Requirement: In the records below, find the lines that include "sans" and copy each.

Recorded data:
----

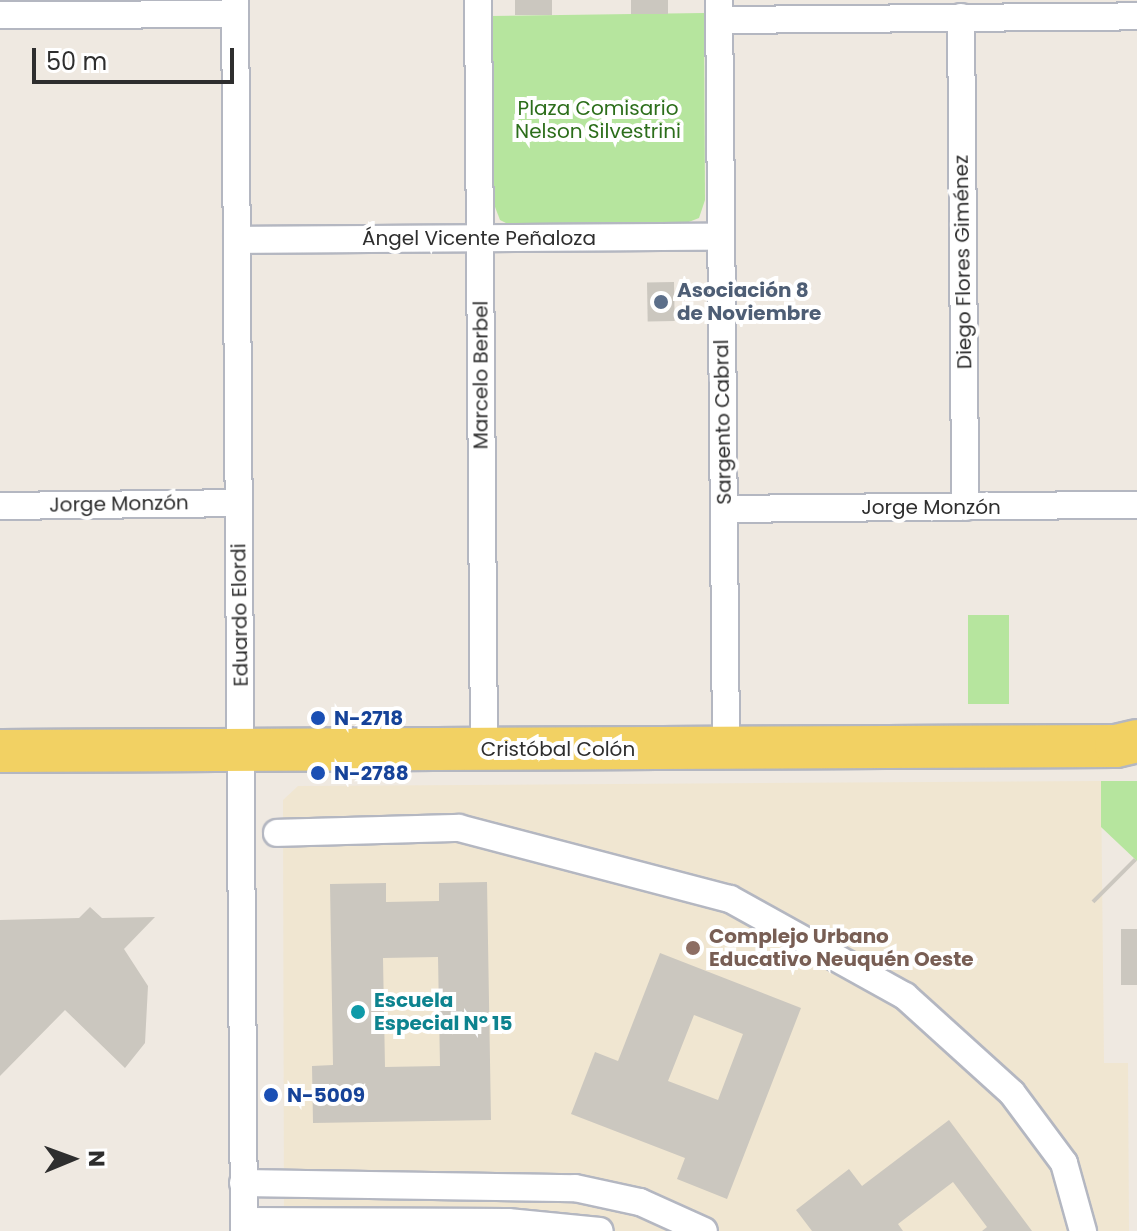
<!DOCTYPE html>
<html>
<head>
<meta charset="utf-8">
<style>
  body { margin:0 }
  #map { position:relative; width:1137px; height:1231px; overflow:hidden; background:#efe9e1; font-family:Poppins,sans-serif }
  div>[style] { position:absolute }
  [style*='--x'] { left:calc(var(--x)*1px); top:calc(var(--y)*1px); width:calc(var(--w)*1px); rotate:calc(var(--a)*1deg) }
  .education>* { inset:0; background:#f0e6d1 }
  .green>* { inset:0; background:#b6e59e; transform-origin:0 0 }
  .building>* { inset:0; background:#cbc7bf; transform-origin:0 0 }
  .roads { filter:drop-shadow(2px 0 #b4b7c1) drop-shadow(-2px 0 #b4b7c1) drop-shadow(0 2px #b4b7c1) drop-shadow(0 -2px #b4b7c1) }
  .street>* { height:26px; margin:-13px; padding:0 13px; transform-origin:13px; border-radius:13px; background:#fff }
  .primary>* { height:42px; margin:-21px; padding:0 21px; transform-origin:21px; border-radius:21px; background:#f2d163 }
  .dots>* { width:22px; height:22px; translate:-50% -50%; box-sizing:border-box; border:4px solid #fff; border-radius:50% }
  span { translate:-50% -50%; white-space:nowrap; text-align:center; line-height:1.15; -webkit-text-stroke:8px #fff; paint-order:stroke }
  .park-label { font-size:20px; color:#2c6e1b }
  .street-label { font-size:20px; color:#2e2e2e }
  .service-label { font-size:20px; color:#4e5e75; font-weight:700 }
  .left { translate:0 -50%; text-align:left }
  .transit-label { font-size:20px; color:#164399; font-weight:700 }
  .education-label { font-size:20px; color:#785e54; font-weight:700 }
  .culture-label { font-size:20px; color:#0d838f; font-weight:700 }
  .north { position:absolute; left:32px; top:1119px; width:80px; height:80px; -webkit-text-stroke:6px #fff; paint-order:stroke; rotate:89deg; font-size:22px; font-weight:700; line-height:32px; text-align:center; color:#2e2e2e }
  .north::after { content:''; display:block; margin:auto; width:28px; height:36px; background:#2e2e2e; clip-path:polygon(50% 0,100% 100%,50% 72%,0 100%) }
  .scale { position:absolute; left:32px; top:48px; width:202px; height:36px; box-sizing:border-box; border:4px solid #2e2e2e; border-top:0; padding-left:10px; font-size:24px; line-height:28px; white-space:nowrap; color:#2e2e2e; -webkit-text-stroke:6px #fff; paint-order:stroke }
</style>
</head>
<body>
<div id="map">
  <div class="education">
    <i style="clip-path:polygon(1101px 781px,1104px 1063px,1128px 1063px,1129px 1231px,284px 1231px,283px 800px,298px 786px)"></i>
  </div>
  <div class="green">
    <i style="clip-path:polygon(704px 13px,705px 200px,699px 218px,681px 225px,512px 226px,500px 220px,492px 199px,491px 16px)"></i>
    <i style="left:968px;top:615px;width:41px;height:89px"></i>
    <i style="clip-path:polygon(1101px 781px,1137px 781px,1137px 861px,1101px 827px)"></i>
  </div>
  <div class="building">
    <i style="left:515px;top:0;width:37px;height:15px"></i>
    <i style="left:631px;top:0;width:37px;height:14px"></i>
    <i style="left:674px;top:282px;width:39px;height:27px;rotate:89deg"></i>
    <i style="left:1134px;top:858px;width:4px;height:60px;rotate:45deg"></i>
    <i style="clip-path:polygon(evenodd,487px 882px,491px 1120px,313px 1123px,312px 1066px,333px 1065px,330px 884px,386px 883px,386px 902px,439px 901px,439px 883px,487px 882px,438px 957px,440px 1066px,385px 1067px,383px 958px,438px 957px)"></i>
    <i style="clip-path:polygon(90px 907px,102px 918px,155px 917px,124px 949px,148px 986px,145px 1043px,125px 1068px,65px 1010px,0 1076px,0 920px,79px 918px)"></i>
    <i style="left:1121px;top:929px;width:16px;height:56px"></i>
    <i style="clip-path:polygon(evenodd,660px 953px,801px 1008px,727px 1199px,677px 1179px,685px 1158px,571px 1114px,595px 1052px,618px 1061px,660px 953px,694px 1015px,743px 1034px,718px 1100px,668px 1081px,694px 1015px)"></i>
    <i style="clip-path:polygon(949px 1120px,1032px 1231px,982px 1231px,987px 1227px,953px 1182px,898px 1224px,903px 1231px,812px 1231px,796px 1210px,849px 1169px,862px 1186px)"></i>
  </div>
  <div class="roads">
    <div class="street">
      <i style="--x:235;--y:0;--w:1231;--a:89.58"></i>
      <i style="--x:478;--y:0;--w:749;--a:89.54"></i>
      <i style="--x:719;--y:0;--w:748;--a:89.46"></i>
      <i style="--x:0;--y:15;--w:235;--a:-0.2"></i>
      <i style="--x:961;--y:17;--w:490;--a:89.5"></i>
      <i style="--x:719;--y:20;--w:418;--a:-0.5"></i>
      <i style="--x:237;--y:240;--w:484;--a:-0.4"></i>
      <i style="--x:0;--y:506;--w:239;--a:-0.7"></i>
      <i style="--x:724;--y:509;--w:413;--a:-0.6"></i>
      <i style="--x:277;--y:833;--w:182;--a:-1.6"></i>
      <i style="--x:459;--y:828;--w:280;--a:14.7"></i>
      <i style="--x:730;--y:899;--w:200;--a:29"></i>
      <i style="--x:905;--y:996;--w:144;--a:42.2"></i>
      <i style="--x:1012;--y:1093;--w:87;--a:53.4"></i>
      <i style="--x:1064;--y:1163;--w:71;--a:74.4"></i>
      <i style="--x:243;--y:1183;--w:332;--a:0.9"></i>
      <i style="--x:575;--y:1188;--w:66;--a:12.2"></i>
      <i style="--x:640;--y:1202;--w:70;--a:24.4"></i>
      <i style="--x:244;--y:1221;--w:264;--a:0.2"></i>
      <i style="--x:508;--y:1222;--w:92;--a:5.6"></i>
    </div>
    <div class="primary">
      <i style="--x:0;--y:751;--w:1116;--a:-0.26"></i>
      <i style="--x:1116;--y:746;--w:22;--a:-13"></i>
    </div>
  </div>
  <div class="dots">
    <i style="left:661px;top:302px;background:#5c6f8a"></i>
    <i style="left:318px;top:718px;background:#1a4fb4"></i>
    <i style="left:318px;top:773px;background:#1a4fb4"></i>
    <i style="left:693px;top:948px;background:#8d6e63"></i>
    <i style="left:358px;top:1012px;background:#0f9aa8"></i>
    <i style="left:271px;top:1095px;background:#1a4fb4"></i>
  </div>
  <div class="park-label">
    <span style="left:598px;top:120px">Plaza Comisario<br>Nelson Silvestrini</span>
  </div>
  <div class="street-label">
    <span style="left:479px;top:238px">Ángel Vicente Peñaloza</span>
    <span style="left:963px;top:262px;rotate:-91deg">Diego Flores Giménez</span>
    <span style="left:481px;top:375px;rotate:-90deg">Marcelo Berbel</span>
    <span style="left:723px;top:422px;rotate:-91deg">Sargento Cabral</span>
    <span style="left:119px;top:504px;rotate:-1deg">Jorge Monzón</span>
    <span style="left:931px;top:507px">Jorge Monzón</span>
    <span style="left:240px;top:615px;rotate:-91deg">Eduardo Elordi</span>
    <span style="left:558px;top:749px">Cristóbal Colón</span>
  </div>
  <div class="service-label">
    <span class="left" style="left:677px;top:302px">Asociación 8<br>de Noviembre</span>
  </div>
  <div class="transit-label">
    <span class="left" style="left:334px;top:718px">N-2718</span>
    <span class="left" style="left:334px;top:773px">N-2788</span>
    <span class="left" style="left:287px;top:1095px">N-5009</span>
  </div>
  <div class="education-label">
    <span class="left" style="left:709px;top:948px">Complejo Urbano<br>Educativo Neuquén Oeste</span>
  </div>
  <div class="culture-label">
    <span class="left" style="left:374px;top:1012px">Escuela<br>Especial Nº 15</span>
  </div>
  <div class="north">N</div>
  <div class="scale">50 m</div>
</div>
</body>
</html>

----

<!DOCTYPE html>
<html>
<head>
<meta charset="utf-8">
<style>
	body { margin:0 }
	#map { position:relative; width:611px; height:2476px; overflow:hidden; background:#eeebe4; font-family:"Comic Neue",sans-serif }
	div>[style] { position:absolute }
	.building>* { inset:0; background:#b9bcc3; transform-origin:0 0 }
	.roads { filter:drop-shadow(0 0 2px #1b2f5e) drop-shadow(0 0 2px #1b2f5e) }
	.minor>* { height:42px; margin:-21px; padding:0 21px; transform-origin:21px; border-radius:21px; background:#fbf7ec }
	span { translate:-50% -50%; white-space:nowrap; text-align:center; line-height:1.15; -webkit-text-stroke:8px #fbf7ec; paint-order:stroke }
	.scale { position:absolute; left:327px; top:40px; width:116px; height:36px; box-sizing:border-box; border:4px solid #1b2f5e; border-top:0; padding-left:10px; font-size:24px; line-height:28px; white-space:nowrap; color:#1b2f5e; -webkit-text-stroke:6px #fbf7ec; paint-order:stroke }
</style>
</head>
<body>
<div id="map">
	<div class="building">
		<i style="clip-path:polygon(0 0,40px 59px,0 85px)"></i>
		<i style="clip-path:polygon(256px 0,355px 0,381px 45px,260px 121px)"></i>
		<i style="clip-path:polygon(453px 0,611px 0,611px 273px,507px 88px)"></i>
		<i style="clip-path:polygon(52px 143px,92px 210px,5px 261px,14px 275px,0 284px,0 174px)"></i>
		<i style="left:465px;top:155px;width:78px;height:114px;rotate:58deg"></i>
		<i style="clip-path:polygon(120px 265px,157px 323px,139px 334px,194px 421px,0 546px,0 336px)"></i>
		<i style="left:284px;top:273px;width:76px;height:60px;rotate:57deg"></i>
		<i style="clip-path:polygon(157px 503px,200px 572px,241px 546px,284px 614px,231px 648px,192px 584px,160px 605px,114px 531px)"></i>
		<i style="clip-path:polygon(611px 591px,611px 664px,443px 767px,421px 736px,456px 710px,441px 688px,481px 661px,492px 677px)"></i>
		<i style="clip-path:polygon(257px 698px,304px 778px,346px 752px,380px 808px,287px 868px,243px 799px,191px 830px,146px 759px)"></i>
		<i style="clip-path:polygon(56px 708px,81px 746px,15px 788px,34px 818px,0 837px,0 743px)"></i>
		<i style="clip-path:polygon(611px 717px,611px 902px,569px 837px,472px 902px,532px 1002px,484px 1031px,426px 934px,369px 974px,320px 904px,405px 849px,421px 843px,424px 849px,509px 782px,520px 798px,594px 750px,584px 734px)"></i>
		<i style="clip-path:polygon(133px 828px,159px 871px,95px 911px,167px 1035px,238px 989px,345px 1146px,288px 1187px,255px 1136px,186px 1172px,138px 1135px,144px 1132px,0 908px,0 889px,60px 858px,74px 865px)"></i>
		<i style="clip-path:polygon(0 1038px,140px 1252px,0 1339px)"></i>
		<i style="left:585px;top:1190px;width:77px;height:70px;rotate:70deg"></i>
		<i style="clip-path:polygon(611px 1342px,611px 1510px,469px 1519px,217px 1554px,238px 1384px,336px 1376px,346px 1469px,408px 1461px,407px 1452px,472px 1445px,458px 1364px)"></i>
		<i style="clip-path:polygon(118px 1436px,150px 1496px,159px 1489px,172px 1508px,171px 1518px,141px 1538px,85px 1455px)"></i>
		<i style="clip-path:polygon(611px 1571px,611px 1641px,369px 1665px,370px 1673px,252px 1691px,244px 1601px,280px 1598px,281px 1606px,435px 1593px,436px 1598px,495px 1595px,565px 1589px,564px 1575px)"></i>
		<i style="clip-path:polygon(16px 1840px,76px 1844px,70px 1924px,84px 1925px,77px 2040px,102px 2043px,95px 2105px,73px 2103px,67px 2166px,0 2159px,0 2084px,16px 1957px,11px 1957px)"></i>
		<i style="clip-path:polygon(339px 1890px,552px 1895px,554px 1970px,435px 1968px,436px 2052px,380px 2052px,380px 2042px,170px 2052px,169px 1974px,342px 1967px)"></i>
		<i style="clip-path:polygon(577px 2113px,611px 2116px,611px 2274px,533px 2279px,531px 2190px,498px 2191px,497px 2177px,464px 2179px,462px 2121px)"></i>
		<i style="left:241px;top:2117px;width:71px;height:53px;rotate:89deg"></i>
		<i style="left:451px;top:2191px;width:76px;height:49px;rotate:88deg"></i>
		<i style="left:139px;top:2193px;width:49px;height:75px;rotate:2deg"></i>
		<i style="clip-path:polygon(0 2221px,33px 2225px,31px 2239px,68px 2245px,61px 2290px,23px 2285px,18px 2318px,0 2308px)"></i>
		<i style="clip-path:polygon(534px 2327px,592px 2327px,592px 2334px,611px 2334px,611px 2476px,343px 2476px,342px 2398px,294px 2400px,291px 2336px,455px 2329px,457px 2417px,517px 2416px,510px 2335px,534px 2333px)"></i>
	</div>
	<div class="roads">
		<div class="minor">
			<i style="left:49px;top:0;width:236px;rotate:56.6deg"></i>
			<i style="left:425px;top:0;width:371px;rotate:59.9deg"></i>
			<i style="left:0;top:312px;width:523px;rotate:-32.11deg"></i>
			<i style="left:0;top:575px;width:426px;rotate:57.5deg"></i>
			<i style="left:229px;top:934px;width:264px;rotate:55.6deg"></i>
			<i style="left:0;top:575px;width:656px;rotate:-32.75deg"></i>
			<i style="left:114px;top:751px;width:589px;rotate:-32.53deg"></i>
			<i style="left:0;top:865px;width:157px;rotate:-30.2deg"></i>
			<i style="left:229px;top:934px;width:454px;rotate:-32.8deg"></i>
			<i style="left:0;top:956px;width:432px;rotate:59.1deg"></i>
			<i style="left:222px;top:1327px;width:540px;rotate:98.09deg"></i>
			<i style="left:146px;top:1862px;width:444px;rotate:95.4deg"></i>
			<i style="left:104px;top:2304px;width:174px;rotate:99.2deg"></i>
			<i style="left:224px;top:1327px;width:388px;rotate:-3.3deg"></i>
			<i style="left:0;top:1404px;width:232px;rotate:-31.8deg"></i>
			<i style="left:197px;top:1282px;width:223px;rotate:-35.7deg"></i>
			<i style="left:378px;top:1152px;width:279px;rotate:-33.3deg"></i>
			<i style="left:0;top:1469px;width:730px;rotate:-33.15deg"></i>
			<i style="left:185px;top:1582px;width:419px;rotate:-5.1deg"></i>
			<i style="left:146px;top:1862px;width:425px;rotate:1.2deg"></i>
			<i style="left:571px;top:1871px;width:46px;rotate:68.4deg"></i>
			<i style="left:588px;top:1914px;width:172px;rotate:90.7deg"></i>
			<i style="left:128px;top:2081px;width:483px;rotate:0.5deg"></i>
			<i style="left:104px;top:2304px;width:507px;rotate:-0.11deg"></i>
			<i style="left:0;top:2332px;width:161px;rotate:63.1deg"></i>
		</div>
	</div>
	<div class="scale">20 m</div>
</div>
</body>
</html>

----

The completed task:
  #map { position:relative; width:1137px; height:1231px; overflow:hidden; background:#efe9e1; font-family:Poppins,sans-serif }
	#map { position:relative; width:611px; height:2476px; overflow:hidden; background:#eeebe4; font-family:"Comic Neue",sans-serif }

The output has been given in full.